The following data has a line with "display:grid; grid-template-columns:32px 1fr" and a line with "display:block; font-size:19px; white-space:nowrap". Write out exactly those lines and all the lines between them.

Data provided:
"""
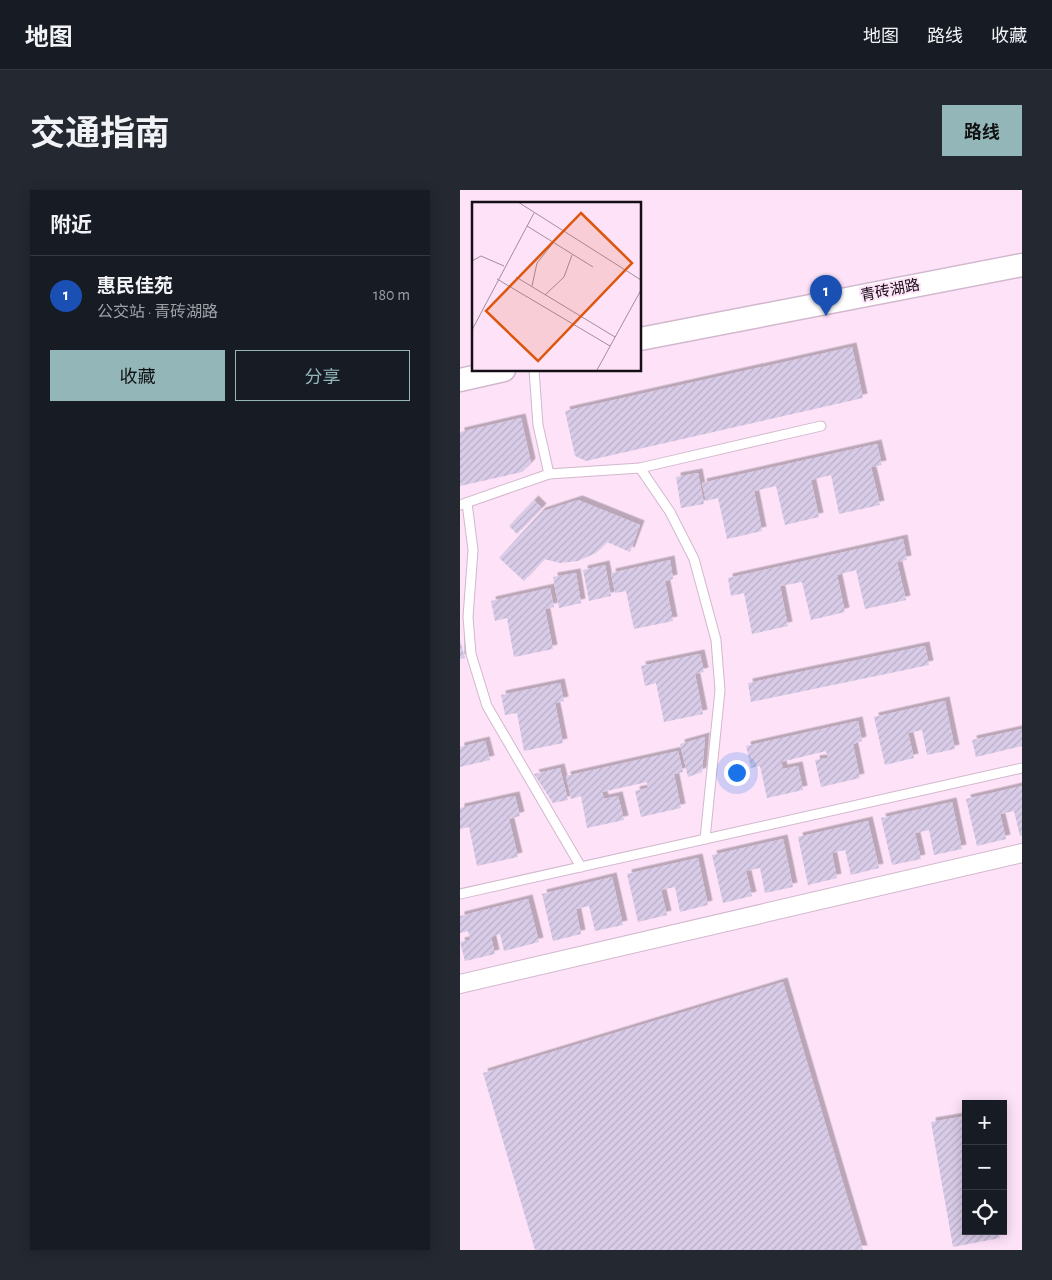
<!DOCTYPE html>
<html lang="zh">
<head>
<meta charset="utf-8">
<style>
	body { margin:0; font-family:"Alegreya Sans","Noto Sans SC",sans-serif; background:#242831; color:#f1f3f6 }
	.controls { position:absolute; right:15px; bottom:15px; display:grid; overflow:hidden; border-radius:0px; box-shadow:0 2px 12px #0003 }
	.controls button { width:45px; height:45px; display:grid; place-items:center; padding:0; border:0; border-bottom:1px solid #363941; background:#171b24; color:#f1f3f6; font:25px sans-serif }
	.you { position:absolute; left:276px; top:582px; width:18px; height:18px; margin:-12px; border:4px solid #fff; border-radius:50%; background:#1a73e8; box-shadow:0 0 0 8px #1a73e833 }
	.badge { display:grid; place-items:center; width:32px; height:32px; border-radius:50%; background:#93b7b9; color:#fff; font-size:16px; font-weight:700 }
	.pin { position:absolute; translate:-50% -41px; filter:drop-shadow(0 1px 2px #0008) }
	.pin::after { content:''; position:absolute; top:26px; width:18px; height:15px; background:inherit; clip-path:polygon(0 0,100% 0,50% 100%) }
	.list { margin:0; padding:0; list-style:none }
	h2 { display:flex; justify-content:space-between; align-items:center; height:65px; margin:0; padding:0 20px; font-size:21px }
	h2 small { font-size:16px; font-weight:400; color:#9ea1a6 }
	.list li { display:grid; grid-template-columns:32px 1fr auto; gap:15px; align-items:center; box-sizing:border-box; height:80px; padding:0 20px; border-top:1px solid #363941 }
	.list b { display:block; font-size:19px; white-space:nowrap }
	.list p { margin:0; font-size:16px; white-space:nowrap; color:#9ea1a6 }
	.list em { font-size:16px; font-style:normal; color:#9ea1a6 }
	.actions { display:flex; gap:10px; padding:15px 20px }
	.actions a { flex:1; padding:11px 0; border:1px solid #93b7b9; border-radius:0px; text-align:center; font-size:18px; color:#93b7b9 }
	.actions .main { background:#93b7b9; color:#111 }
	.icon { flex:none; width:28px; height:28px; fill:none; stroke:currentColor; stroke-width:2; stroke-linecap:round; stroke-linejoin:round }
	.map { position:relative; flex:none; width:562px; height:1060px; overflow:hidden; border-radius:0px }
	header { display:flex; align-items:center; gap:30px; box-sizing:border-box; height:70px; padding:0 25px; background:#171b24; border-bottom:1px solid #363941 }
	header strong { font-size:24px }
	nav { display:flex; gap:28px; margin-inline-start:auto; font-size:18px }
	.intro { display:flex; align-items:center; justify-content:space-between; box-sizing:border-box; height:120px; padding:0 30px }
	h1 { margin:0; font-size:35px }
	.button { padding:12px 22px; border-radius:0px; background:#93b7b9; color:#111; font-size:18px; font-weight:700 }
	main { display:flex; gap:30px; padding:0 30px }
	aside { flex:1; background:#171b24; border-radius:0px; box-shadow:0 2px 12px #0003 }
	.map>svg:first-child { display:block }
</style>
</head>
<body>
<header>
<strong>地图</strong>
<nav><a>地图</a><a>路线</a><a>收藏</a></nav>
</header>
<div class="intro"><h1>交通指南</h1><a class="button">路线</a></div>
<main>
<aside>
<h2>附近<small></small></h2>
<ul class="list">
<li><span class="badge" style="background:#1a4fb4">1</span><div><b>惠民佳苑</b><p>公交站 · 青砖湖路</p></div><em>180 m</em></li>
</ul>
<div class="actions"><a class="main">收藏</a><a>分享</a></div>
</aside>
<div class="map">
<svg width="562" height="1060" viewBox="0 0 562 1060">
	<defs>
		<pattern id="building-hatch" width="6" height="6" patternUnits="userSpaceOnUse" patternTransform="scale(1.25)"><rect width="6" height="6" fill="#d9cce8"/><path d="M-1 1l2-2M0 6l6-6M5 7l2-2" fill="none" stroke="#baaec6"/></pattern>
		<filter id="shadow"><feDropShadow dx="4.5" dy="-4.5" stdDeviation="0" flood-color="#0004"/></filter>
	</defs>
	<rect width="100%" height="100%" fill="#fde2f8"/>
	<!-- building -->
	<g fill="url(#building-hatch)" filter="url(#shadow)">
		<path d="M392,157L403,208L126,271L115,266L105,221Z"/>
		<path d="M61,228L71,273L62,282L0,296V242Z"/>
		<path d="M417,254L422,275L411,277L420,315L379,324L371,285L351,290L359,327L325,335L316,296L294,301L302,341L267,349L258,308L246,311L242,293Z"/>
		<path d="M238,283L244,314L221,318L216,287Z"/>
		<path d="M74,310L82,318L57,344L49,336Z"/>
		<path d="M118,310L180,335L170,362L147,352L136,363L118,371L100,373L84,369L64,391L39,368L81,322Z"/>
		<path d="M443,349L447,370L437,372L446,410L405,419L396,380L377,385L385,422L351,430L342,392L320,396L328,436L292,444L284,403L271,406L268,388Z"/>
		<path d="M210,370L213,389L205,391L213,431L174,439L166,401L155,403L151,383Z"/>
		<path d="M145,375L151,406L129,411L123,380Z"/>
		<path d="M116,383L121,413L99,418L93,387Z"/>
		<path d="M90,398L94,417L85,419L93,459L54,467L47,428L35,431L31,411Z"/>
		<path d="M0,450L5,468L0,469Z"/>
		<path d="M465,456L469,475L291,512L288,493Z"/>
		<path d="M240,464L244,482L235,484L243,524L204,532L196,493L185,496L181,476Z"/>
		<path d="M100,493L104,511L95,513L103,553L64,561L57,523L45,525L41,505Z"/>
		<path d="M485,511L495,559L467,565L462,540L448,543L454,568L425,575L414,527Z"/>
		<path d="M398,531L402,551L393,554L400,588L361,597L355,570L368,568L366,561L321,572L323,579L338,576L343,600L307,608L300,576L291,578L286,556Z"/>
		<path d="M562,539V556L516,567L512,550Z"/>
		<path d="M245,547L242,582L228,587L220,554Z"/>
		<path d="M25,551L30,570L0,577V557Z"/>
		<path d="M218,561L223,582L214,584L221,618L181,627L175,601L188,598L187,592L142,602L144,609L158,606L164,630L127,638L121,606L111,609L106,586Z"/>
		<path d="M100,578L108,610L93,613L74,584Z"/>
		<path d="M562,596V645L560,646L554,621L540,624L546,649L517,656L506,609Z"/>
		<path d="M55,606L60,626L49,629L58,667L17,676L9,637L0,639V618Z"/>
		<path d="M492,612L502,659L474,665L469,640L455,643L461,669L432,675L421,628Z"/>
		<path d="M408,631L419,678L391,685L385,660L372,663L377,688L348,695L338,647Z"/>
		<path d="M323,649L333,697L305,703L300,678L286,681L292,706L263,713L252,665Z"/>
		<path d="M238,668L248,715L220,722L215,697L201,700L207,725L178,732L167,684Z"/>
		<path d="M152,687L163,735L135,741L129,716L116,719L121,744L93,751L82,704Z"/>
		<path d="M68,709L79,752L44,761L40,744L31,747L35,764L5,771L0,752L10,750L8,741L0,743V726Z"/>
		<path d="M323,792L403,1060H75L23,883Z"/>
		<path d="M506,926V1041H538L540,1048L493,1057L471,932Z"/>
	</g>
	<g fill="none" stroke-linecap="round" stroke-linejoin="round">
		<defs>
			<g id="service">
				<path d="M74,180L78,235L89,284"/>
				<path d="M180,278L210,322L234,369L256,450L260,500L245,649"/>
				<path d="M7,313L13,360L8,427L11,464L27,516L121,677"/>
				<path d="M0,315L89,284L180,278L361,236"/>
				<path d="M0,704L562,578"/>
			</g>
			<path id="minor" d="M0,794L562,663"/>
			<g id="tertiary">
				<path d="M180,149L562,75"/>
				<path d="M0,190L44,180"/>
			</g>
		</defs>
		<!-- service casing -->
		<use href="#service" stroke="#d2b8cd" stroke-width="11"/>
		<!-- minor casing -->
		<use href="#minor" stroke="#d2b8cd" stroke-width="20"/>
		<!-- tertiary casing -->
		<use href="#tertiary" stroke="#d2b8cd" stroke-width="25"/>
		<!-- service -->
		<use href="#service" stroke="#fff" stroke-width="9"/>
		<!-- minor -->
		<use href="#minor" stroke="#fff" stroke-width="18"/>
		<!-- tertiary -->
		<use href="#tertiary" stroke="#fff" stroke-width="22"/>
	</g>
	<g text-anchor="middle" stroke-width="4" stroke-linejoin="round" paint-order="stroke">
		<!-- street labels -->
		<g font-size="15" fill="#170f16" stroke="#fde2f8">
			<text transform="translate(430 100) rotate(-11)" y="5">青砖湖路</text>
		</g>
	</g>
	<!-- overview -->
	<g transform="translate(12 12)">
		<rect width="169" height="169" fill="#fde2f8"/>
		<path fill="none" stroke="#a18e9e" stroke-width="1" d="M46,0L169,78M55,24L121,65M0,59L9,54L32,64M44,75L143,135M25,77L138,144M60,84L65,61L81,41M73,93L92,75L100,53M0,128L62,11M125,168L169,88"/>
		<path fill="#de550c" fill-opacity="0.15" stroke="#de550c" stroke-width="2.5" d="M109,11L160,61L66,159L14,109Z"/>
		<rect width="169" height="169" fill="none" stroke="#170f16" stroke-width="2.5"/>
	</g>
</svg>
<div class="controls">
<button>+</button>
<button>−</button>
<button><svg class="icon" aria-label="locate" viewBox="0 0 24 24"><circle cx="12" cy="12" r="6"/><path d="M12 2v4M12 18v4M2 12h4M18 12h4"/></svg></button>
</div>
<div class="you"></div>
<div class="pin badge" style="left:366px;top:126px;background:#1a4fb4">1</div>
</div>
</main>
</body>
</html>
"""
Answer box:
	.list li { display:grid; grid-template-columns:32px 1fr auto; gap:15px; align-items:center; box-sizing:border-box; height:80px; padding:0 20px; border-top:1px solid #363941 }
	.list b { display:block; font-size:19px; white-space:nowrap }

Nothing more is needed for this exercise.